‘Courrier d’Afrique’ : quand parler de sorcellerie suscite des émotions au Nigeria

Dans notre série ‘Courrier d’Afrique’, la journaliste et romancière nigériane Adaobi Tricia Nwaubani parle des émotions que suscite le thème de la sorcellerie.

De vives contestations et réactions avaient éclaté lorsque l’Université du Nigeria, Nsukka, avait annoncé le mois dernier qu’elle tiendrait une conférence sur la “sorcellerie” sur son campus dans le sud-est du pays.

Certains membres du personnel et étudiants avaient organisé des manifestations pour demander l’annulation de cette rencontre de deux jours.

Des affiches avaient été placardées sur le campus de l’université et en ligne, avec des messages de colère tels que : “Sorcières et sorciers, pas de vacances” et “Ne polluez pas notre environnement”.

 

La Pentecostal Fellowship of Nigeria (PFN), un groupe influent qui représente les ecclésiastiques, avait appelé les chrétiens à prier contre cet événement.

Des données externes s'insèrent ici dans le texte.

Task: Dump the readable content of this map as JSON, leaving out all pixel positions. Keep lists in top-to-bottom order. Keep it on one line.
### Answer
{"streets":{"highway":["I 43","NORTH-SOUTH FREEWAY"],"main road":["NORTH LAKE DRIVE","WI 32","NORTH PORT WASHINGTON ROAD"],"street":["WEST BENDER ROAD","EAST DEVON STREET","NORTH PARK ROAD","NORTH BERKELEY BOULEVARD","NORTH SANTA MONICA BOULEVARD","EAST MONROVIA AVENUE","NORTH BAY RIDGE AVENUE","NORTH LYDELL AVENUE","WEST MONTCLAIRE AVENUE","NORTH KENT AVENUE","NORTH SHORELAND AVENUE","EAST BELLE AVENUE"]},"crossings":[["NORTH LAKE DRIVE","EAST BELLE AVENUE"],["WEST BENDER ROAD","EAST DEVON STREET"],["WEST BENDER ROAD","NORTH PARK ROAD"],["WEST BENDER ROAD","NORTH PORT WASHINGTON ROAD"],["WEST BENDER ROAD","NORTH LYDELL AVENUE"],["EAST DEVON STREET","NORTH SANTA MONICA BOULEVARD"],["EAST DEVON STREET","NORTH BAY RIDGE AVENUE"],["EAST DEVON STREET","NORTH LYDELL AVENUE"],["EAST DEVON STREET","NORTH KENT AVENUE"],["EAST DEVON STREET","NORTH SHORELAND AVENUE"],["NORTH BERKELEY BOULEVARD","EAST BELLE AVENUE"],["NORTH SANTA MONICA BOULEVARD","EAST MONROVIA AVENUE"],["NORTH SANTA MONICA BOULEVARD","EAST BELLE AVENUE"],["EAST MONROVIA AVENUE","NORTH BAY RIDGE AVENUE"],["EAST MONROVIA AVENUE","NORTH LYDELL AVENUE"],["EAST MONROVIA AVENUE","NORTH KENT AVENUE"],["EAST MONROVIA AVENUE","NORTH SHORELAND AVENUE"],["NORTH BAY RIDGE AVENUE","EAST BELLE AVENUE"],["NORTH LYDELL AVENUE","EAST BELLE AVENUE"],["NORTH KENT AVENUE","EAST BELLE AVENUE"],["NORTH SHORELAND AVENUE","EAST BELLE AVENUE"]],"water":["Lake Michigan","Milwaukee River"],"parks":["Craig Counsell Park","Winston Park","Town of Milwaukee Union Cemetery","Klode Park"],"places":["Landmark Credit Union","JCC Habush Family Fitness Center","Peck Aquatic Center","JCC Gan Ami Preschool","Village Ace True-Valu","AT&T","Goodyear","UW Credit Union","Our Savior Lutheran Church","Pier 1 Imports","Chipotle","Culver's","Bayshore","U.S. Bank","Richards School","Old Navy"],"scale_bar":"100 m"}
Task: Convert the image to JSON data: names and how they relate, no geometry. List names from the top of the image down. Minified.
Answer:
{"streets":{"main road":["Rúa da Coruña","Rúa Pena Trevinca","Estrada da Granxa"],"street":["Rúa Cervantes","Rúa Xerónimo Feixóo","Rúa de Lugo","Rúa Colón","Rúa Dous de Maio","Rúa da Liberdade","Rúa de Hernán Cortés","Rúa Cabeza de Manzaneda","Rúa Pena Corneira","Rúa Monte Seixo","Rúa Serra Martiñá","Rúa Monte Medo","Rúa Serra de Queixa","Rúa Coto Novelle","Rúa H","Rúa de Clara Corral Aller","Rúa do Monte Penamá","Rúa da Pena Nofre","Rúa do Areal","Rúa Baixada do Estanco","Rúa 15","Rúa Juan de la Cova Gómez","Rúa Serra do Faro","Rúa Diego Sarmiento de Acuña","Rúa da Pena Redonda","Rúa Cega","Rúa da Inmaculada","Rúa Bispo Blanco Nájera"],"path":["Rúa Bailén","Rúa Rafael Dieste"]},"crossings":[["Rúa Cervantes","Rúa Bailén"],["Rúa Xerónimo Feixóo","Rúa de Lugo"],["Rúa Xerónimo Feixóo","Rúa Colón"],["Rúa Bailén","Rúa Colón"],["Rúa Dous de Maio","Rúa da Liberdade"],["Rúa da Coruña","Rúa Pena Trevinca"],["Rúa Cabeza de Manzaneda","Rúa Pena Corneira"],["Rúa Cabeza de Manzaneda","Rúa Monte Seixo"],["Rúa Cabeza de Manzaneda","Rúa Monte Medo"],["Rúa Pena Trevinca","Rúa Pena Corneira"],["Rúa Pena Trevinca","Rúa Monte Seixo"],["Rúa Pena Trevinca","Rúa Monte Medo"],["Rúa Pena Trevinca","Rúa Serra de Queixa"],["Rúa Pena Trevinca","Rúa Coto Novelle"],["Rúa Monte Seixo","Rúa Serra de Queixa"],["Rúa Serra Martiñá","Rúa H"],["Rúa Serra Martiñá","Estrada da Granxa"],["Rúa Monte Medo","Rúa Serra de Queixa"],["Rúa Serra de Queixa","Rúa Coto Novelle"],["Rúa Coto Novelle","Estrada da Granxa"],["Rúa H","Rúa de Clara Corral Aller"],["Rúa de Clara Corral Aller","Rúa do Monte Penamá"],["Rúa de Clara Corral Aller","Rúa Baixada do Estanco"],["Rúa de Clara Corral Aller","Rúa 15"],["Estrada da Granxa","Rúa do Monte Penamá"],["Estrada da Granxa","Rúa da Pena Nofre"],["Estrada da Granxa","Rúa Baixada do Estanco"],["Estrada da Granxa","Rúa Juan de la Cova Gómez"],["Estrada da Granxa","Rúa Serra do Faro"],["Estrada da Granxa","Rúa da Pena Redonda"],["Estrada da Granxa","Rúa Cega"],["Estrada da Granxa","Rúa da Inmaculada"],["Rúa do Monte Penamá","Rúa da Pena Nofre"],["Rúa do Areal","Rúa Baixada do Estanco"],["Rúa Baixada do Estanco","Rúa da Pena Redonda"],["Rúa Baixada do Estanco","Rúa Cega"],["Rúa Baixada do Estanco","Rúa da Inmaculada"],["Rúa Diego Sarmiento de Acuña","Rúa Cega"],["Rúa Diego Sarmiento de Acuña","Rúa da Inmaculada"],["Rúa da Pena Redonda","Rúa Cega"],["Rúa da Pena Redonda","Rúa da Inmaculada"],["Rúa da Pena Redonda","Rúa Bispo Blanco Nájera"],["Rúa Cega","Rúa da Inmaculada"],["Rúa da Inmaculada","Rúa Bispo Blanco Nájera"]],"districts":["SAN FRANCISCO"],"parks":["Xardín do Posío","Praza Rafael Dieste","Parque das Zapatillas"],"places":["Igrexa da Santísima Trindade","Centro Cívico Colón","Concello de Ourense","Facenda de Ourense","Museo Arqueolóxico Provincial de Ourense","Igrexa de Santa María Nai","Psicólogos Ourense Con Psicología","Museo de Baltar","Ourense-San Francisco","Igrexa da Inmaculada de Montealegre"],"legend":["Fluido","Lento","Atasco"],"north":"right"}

“Nous en avons assez des activités impies dans ce pays”, a déclaré Godwin Madu, un responsable de la PFN. “Nous ne livrerons pas [l’État] aux sorciers.”

Chaque groupe ethnique au Nigeria a un nom pour les femmes et les hommes qui collaborent ouvertement ou secrètement avec les forces obscures pour faire du mal aux autres.

Les mots anglais “sorcière” et “sorcier” ne suffisent pas à exprimer la profondeur du mal culturellement associé à ces personnes – leurs “manipulations” sont souvent blâmées pour une variété d’afflictions, de la maladie à l’infertilité, la pauvreté et l’échec.

La croyance et l’horreur de la sorcellerie sont tellement ancrées qu’une section du code pénal nigérian, introduit à l’origine sous la domination coloniale britannique, en interdit encore la pratique et est passible d’une peine de prison.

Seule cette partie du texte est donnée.